A previsão é que diversas cidades chinesas se transformem em centros logísticos de transporte na nova rota. Nas imediações de Xian, por exemplo, haverá uma zona de livre comércio e desenvolvimento tecnológico – Xixian.
Com o plano, o Governo chinês pretende desenvolver as províncias do oeste do país, mais pobres que as da costa, e criar novos mercados nos países da Ásia Central, tradicionalmente dominados pela Rússia. Por outro lado, também almeja aproveitar parte do excesso de capacidade que apresenta em setores como o aço, permitindo que suas empresas de infraestrutura obtenham, no exterior, contratos que já não conseguem no saturado mercado interno.
Mas a razão de ser do projeto não é totalmente econômica. Segundo Tom Miller, da empresa de consultoria Gavekal Economics e autor do livro China’s Asian Dream (o sonho asiático da China), “é difícil encontrar projetos sólidos” na Ásia quanto à transparência e à viabilidade. Pequim é consciente de que parte – uma parte provavelmente importante – dos investimentos será a fundo perdido. Miller calcula que a China poderia perder 80% dos investimentos no Paquistão, 50% em Myanmar e 30% na Ásia Central. Os trens de longa distância que saem carregados do território chinês retornam semivazios: sua relação demora-preço ainda está em desvantagem frente ao barco.
Mais influência
Para a China, o projeto também tem uma importância geoestratégica. Permitiria realizar o desejo de abrir uma saída para a África, Europa e Oriente Médio que não passe pelo congestionado estreito de Malaca nem por um possível conflito no Mar do Sul da China.

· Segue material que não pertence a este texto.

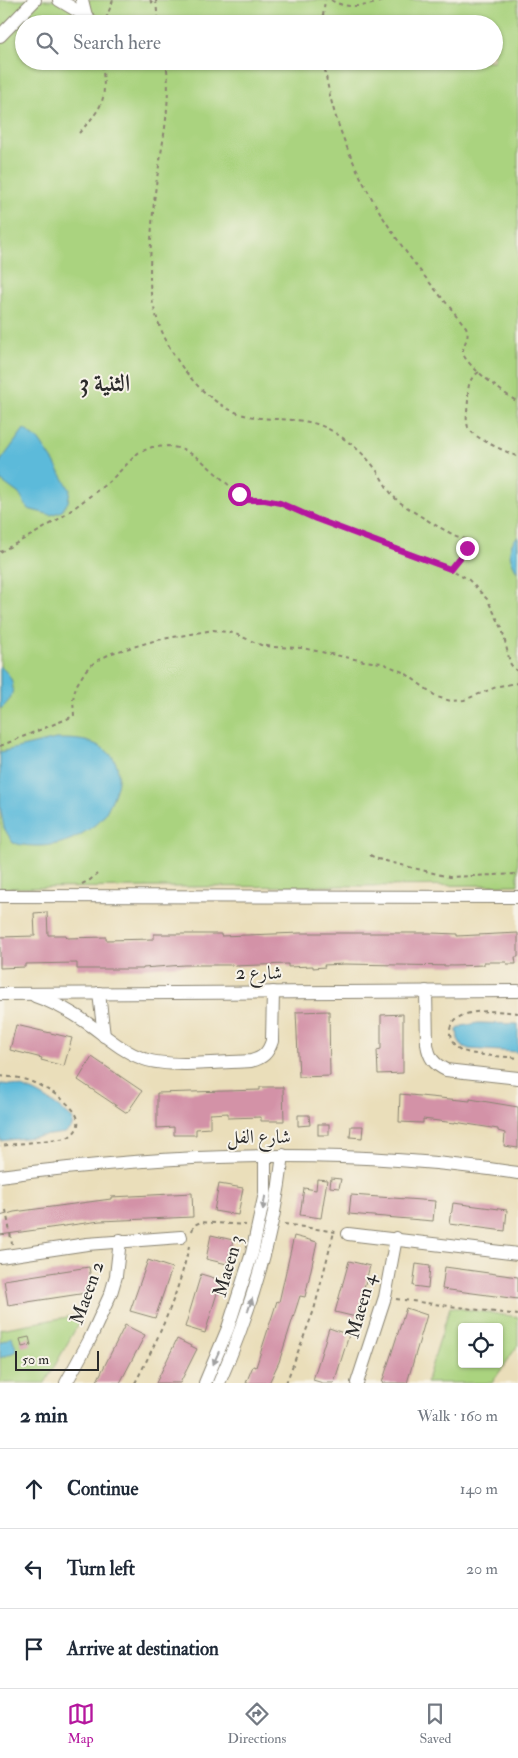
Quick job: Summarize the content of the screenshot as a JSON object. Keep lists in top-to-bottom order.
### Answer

Outro fator da equação é o desejo de Xi Jinping de transformar a China num ator de importância no cenário global. O lema “O Sonho Chinês”, um dos favoritos do presidente, inclui resgatar sua percebida grandeza de outros séculos. “Ser na Ásia o que os Estados Unidos são no Ocidente. A China deve estar ao menos no mesmo nível”, explica Miller.

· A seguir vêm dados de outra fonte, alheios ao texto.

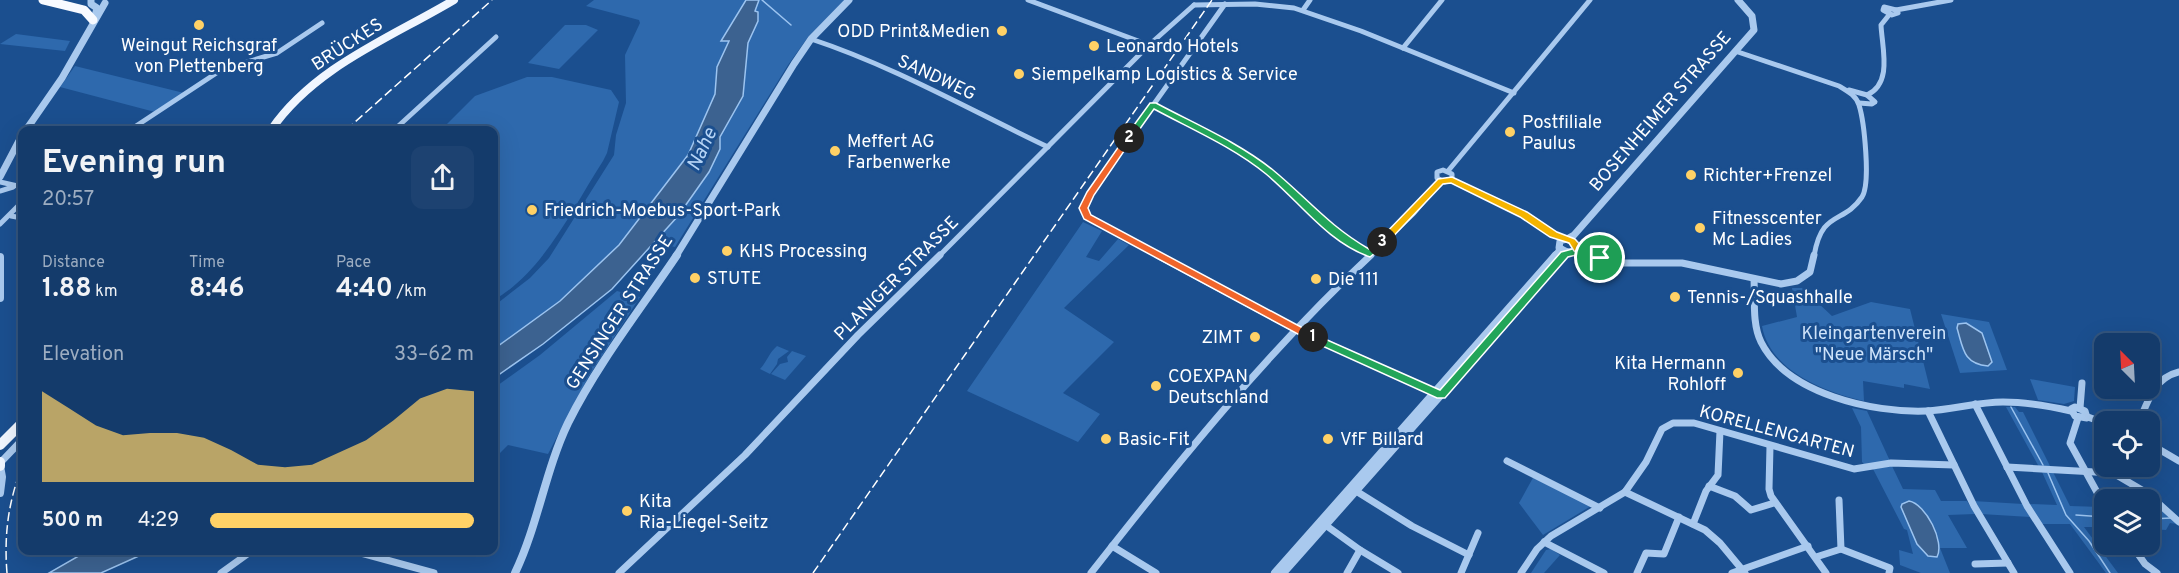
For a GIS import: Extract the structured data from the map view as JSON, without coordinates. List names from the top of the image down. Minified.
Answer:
{"streets":{"main road":["BRÜCKES"],"street":["SANDWEG","BOSENHEIMER STRASSE","PLANIGER STRASSE","GENSINGER STRASSE","KORELLENGARTEN"]},"crossings":[["SANDWEG","PLANIGER STRASSE"],["SANDWEG","GENSINGER STRASSE"]],"water":["Nahe"],"parks":["Kleingartenverein \"Neue Märsch\""],"places":["Weingut Reichsgraf von Plettenberg","ODD Print&Medien","Leonardo Hotels","Siempelkamp Logistics & Service","Postfiliale Paulus","Meffert AG Farbenwerke","Richter+Frenzel","Friedrich-Moebus-Sport-Park","Fitnesscenter Mc Ladies","KHS Processing","STUTE","Die 111","Tennis-/Squashhalle","ZIMT","Kita Hermann Rohloff","COEXPAN Deutschland","Basic-Fit","VfF Billard","Kita Ria-Liegel-Seitz"],"north":"top left","page":{"pins":["2","3","1"],"heading":["Evening run","20:57"],"stats":[["Distance","1.88 km"],["Time","8:46"],["Pace","4:40 /km"]],"chart":["Elevation","33–62 m"],"list":[{"name":"500 m","note":"4:29"}]}}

A realização da conferência neste domingo faz parte desse cálculo. É “uma oportunidade para Xi exibir suas credenciais de líder global” e da globalização econômica, como já fez em janeiro passado no Fórum Econômico de Davos (Suíça) ante a aparente retirada norte-americana do cenário mundial.

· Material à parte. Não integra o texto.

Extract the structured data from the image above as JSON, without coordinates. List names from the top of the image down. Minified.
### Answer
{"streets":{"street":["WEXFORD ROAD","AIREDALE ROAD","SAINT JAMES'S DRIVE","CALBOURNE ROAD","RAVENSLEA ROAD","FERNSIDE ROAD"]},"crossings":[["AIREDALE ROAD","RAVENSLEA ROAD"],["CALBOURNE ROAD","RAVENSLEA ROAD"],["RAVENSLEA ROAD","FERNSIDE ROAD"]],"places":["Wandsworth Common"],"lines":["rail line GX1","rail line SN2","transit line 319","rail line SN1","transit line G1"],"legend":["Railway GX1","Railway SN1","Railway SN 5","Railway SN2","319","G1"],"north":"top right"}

Apesar das boas palavras oficiais, a iniciativa ainda enfrenta numerosos interrogantes. Além da viabilidade de alguns de seus projetos, a segurança de muitos países beneficiários também suscita dúvidas. Uma forte presença de empresas, trabalhadores e capital chinês pode criar ressentimento nas pulações locais. Em janeiro, os protestos no Sri Lanka contra o porto de Hambantota, de construção chinesa, acabaram em violência.
No bairro muçulmano de Xian, os habitantes consideram que é preciso ter paciência para aguardar os resultados. Mas advertem sobre uma primeira consequência desse hipotético desenvolvimento. “Aqui no centro, o preço da moradia aumentou quase 33% em dois anos”, diz Lin.